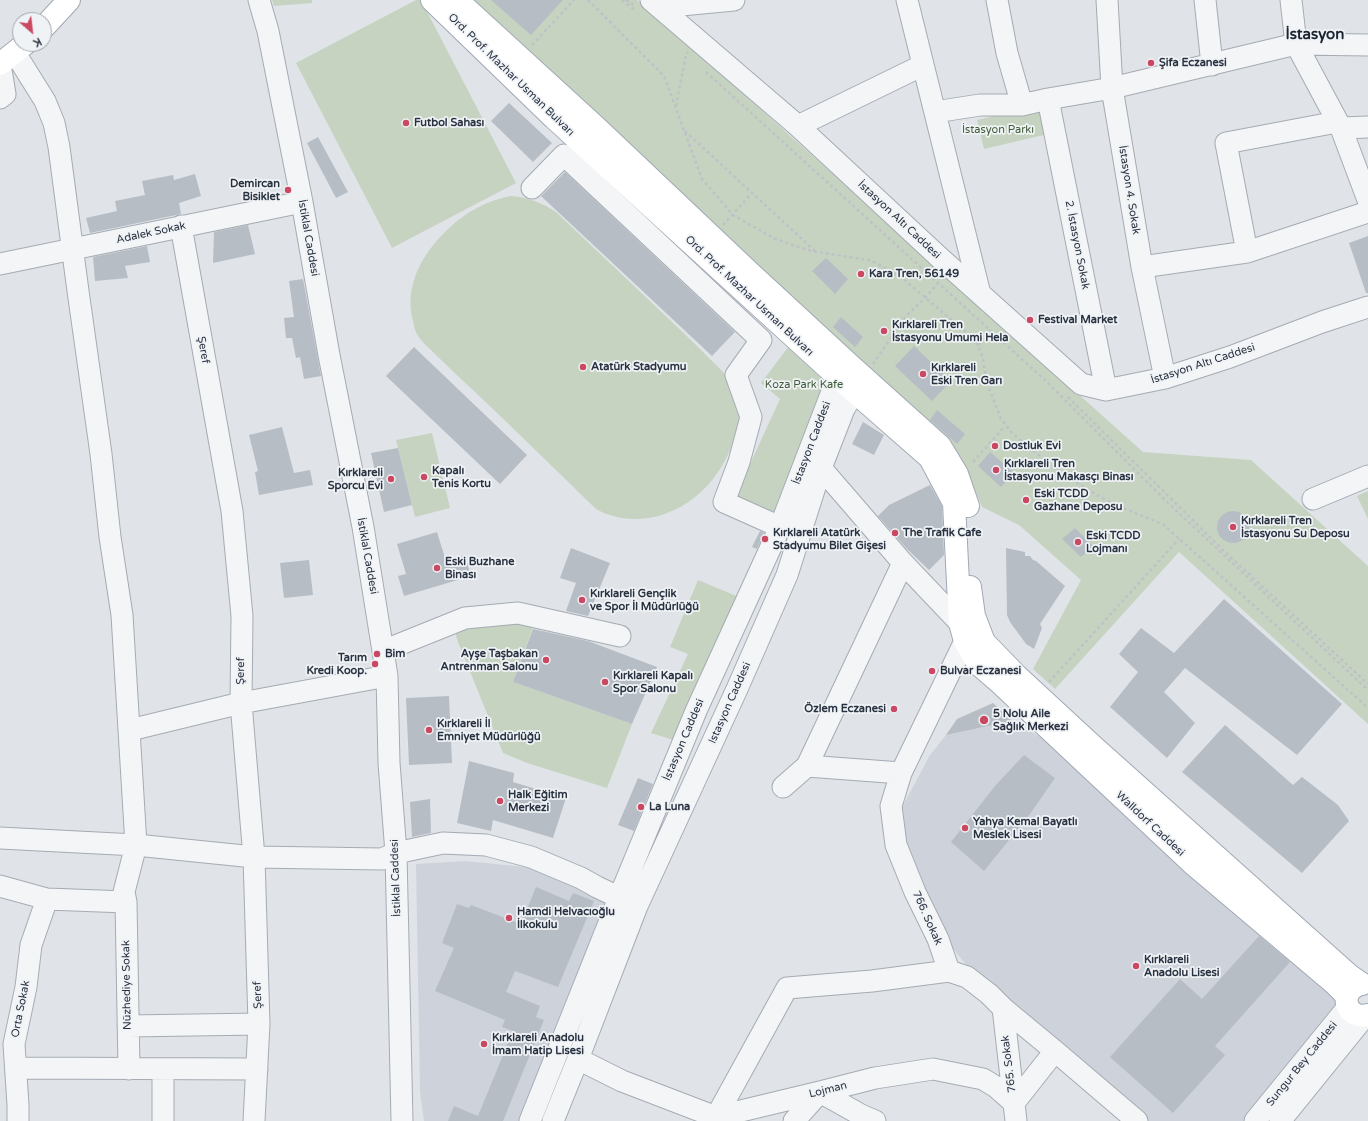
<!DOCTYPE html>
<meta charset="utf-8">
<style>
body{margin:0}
#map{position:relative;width:1368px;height:1121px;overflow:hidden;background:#e0e4e9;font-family:"Varela Round",sans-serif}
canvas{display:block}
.north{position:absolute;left:12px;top:12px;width:40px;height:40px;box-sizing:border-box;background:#f0f3f6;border:1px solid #a0a6ad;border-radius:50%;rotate:152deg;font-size:11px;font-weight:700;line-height:16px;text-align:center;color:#293240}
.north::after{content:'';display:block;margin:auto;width:14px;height:18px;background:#cb4862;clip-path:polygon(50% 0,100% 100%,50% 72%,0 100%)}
</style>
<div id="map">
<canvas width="1368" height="1121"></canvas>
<div class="north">K</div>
</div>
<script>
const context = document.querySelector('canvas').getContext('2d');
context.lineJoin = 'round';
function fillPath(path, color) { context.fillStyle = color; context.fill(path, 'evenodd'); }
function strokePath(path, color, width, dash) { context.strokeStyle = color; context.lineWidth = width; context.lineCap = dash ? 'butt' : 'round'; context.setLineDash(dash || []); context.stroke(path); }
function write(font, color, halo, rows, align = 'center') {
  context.font = font + ' "Varela Round",sans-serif'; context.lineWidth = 3.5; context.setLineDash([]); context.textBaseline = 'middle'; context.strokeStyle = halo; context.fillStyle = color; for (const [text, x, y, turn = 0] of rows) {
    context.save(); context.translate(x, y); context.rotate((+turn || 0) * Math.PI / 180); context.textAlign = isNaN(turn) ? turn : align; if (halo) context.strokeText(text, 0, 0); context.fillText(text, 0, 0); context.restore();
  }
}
fillPath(new Path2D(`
 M1012,721L1081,760L1337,994L1344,1008L1255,1121H1136L989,994L945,938L902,846L900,811L930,755L946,735Z
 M465,861L526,867L561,880L608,903L568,995L519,1121H424L420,1092L416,864Z`), '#ced3db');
fillPath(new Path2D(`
 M272,0H312V3L274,6Z
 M416,0H421L516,183L392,248L296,63Z
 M472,0H637L651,11L1143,452L1251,460L1368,566V724L1179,552L1055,689L1033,669L1081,580L1019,525L982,507L970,477L943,438L851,351Z
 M1041,105L1048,134L984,149L977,120Z
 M510,196C528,197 542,203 556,212C594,248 632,284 670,320C685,334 699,348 713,362C718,367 724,372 728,378C731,384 737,399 739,406C740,412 739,420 737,427C731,457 713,486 687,503C659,521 625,525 596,509C555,469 515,430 474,391C460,378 447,366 434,353C429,348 422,342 418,336C415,332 414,326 413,321C406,294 415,269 431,248C452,221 477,203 510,196Z
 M795,338L840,379L780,527L732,503L780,399L761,383Z
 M432,433L450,508L415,517L396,440Z
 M1368,491V519L1357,496Z
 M698,580L746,600L683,743L651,733L688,654L670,647Z
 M478,622H535L513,682L632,724L607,788L527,763L503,753L458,642L454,629Z`), '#c7d3c1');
fillPath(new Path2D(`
 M491,0H563L531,35Z
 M509,103L552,143L533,162L491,121Z
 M318,137L348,192L336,198L307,143Z
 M565,172L735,332L712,356L541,196Z
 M195,174L201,196L179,203L181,214L90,233L86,218L117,211L115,201L145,195L142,181L173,175L174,180Z
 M248,225L255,254L213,263L214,232Z
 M1368,236V293H1366L1349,243Z
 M147,246L150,262L125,266L128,278L95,281L93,257Z
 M826,258L848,279L835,294L812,271Z
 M303,279L321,376L304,379L300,357L296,358L292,338H286L284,318L294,317L289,281Z
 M841,317L863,337L855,347L833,327Z
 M914,346L951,381L932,401L895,366Z
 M414,347L527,455L500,484L386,376Z
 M937,410L965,434L957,444L930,420Z
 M863,422L884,435L874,455L852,444Z
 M282,427L294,473L310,470L313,485L259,495L255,472L258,471L249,435Z
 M398,448L412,505L384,512L371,453Z
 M990,452L1014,473L1001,487L978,466Z
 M930,485L942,506L944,555L929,570L907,549L878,516L889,505Z
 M1217 527a16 16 0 1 1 32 0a16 16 0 1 1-32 0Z
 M1075,528L1093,546L1081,557L1062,539Z
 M760,531L764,533L757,549L752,547Z
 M437,532L446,561L465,555L471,576L404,596L398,576L406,574L397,544Z
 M571,548L610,563L588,616L566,611L576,583L560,578Z
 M1006,548L1025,552V556H1030L1033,560L1036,561L1065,586L1040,624L1042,628L1034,649L1026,644L1021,637L1010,622L1007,615Z
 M309,560L313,595L284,598L280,563Z
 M1224,599L1342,704L1297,755L1185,668L1164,692L1195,723L1167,758L1110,707L1138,672L1119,654L1141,628L1174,653Z
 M533,629L588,641L657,667L632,724L513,682Z
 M449,696L452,763L409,765L406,698Z
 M993,703L1012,721L946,735L957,719Z
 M1225,725L1293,785L1302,777L1338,805L1349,821L1302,873L1182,772Z
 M1024,755L1055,778L1030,814L984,871L951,842L995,786Z
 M469,761L514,773L513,782L566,798L553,838L493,820L491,831L457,823Z
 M638,778L653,784L634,831L618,825Z
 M430,799L431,833L412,837L410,802Z
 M536,887L569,901L573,893L594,901L558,987L515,971L506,992L540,1006L536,1017L544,1020L503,1121H448L454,1106L478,1116L513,1031L502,1027L505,1020L435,991L454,948L442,943L457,904L469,908L471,905L521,924Z
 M1259,936L1290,962L1215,1046L1225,1055L1173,1113L1110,1057L1180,979L1202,999Z`), '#b7bdc5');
const minor = new Path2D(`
 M259,0L268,31L302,202L329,355L363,527L387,676L389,763L396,853L402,1121
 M651,0L798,126L939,257L1081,384L1106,390L1165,378L1230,357L1322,322L1368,307
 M907,0L980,294
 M997,0L1007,53L1022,105
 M1107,0L1112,88L1142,267L1165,378
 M1205,0L1212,65
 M1291,0L1296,44L1341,128L1368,200
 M660,7L734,0
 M0,98L5,94L0,64
 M1048,99L1106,390
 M935,112L980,105H1022L1048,99L1112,88L1296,44L1368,45
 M798,126L923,65
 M1341,128L1368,127
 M532,188L564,155L761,340L736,375L751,417L739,462L724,502L780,527
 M181,226L232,511L242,616L241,703L254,857L259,1024L254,1121
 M1247,252L1226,143L1337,122
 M0,264L302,202
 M1142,267L1247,252L1368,212
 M821,468L903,563L960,623
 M1313,499L1368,476
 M965,641L901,773L891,806L896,845L915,892L938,939L949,971L967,977L989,994L1003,1008L1055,1051L1137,1121
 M383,651L465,618L518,613L620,636
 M130,730L241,703L387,676
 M807,766L903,563
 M783,787L807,766L901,773
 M0,838L136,845L254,857L382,859L396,853L443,843L486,845L531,857L581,878L597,887L631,903
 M0,886L47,899L126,902L124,892L136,845L122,615L110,537L101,454L78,291L59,147L54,123L45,101L15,53
 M126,902L129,1069
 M1003,1008L1016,1121
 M128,1026L259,1024
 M578,1059L622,1081L716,1117L820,1092L875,1078L933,1069L983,1079L996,1087L1014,1103L1055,1051
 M16,1068L257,1069
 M163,1069V1121
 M820,1092L861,1115L875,1121
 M716,1117L787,988L872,981L949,971
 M18,1121V1105L14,1044L26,987L31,945L47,899
 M530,1121L619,898L696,711L780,527L833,389L850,366
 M553,1121L578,1059L637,906L737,689L787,575L821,468L844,409L864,377
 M794,1121L820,1092
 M1255,1121L1348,1007
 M1280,1121L1365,1016`);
const major = new Path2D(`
 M432,0L554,118L840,379L930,458L954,503L960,623L965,641L978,664L1000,683L1192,863L1334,983L1347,996
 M457,0L596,127L748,271L850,365L940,446L957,474L968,506
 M44,27L69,0
 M0,64L25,44
 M970,587L974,616L984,642L1016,675L1094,747L1349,975L1362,984
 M1356,986C1338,996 1348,1020 1368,1015`);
strokePath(minor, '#a5abb3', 23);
strokePath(major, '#a0a9b4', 24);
strokePath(new Path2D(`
 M588,0L664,76L702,179L733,215L775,239L811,251L869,260L876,263L902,278L972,337L978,345L983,358L986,380L1001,419L1013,434L1065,476L1109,502L1164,525L1368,708
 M622,0L636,11
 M626,0L635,6
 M532,45L574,0
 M706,72L1046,381L1165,500L1368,690
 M676,106L686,54L688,52
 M685,131L815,251
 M723,225L752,193
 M978,345L990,330
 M873,364L907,315L925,298L939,282
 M1068,397L1224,551L1368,684
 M973,462L1005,426
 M1049,682L1179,539`), '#bec2c7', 2.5, [3, 3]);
strokePath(minor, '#f3f5f7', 21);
strokePath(major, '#fff', 22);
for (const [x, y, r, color] of [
 [1151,63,4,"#cb4862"],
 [406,123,4,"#cb4862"],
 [288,190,4,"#cb4862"],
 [861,274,4,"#cb4862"],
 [1030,320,4,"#cb4862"],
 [884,331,4,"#cb4862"],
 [583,367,4,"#cb4862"],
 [923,374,4,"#cb4862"],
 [995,446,4,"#cb4862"],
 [996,470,4,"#cb4862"],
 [424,477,4,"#cb4862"],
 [391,479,4,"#cb4862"],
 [1026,500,4,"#cb4862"],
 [1233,527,4,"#cb4862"],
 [895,533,4,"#cb4862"],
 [765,539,4,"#cb4862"],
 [1078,542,4,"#cb4862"],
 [437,568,4,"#cb4862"],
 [582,600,4,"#cb4862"],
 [377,654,4,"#cb4862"],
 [546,660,4,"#cb4862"],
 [375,664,4,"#cb4862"],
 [932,671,4,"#cb4862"],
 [605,682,4,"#cb4862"],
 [894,709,4,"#cb4862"],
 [984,720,5,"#cb4862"],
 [429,730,4,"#cb4862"],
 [500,801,4,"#cb4862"],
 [641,807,4,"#cb4862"],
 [965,828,4,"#cb4862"],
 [509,918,4,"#cb4862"],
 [1136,966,4,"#cb4862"],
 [484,1044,4,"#cb4862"]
]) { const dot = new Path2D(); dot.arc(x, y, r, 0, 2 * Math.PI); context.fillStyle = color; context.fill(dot); strokePath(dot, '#f0f3f6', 1.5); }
write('bold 11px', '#293240', '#f0f3f6', [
 ["Şifa Eczanesi",1159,63],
 ["Futbol Sahası",414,123],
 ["Demircan",280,184,"right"],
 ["Bisiklet",280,197,"right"],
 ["Kara Tren, 56149",869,274],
 ["Festival Market",1038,320],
 ["Kırklareli Tren",892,325],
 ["İstasyonu Umumi Hela",892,338],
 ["Atatürk Stadyumu",591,367],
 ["Kırklareli",931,368],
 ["Eski Tren Garı",931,381],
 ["Dostluk Evi",1003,446],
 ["Kırklareli Tren",1004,464],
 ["İstasyonu Makasçı Binası",1004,477],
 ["Kapalı",432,471],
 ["Tenis Kortu",432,484],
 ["Kırklareli",383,473,"right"],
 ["Sporcu Evi",383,486,"right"],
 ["Eski TCDD",1034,494],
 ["Gazhane Deposu",1034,507],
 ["Kırklareli Tren",1241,521],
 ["İstasyonu Su Deposu",1241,534],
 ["Kırklareli Atatürk",773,533],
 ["Stadyumu Bilet Gişesi",773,546],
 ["The Trafik Cafe",903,533],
 ["Eski TCDD",1086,536],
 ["Lojmanı",1086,549],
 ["Eski Buzhane",445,562],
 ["Binası",445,575],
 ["Kırklareli Gençlik",590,594],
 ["ve Spor İl Müdürlüğü",590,607],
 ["Bim",385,654],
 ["Ayşe Taşbakan",538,654,"right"],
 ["Antrenman Salonu",538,667,"right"],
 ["Tarım",367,658,"right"],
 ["Kredi Koop.",367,671,"right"],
 ["Bulvar Eczanesi",940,671],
 ["Kırklareli Kapalı",613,676],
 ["Spor Salonu",613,689],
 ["Özlem Eczanesi",886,709,"right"],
 ["5 Nolu Aile",993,714],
 ["Sağlık Merkezi",993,727],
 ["Kırklareli İl",437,724],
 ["Emniyet Müdürlüğü",437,737],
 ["Halk Eğitim",508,795],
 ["Merkezi",508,808],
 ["La Luna",649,807],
 ["Yahya Kemal Bayatlı",973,822],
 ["Meslek Lisesi",973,835],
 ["Hamdi Helvacıoğlu",517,912],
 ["İlkokulu",517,925],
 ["Kırklareli",1144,960],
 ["Anadolu Lisesi",1144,973],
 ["Kırklareli Anadolu",492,1038],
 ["İmam Hatip Lisesi",492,1051]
], 'left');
write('11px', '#293240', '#f0f3f6', [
 ["Ord. Prof. Mazhar Usman Bulvarı",511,75,44],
 ["İstasyon 4. Sokak",1129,190,81],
 ["İstasyon Altı Caddesi",899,220,43],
 ["Adalek Sokak",151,233,-12],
 ["İstiklal Caddesi",308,238,80],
 ["2. İstasyon Sokak",1077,245,79],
 ["Ord. Prof. Mazhar Usman Bulvarı",749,296,43],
 ["Şeref",203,350,80],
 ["İstasyon Altı Caddesi",1203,364,-18],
 ["İstasyon Caddesi",812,443,-69],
 ["İstiklal Caddesi",367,556,80],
 ["Şeref",241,671,-89],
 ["Istasyon Caddesi",730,703,-66],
 ["İstasyon Caddesi",684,740,-67],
 ["Walldorf Caddesi",1150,824,43],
 ["İstiklal Caddesi",396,878,-92],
 ["766. Sokak",927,918,66],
 ["Nüzhediye Sokak",127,985,-91],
 ["Şeref",258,995,-92],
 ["Orta Sokak",21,1009,-79],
 ["765. Sokak",1009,1064,-97],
 ["Sungur Bey Caddesi",1302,1064,-51],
 ["Lojman",828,1090,-14]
]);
write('11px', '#3f5b37', '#f0f3f6', [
 ["İstasyon Parkı",998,130],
 ["Koza Park Kafe",804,385]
]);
write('bold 15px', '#1b2431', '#f0f3f6', [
 ["İstasyon",1315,35]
]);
</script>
━━━
EXERCISE BRIEF: Copy the records above from the first line through the line containing "context = document.querySelector('canvas').getContext('2d');", both included, and leave out any pictures.

RESULT FOR THIS TASK:
<!DOCTYPE html>
<meta charset="utf-8">
<style>
body{margin:0}
#map{position:relative;width:1368px;height:1121px;overflow:hidden;background:#e0e4e9;font-family:"Varela Round",sans-serif}
canvas{display:block}
.north{position:absolute;left:12px;top:12px;width:40px;height:40px;box-sizing:border-box;background:#f0f3f6;border:1px solid #a0a6ad;border-radius:50%;rotate:152deg;font-size:11px;font-weight:700;line-height:16px;text-align:center;color:#293240}
.north::after{content:'';display:block;margin:auto;width:14px;height:18px;background:#cb4862;clip-path:polygon(50% 0,100% 100%,50% 72%,0 100%)}
</style>
<div id="map">
<canvas width="1368" height="1121"></canvas>
<div class="north">K</div>
</div>
<script>
const context = document.querySelector('canvas').getContext('2d');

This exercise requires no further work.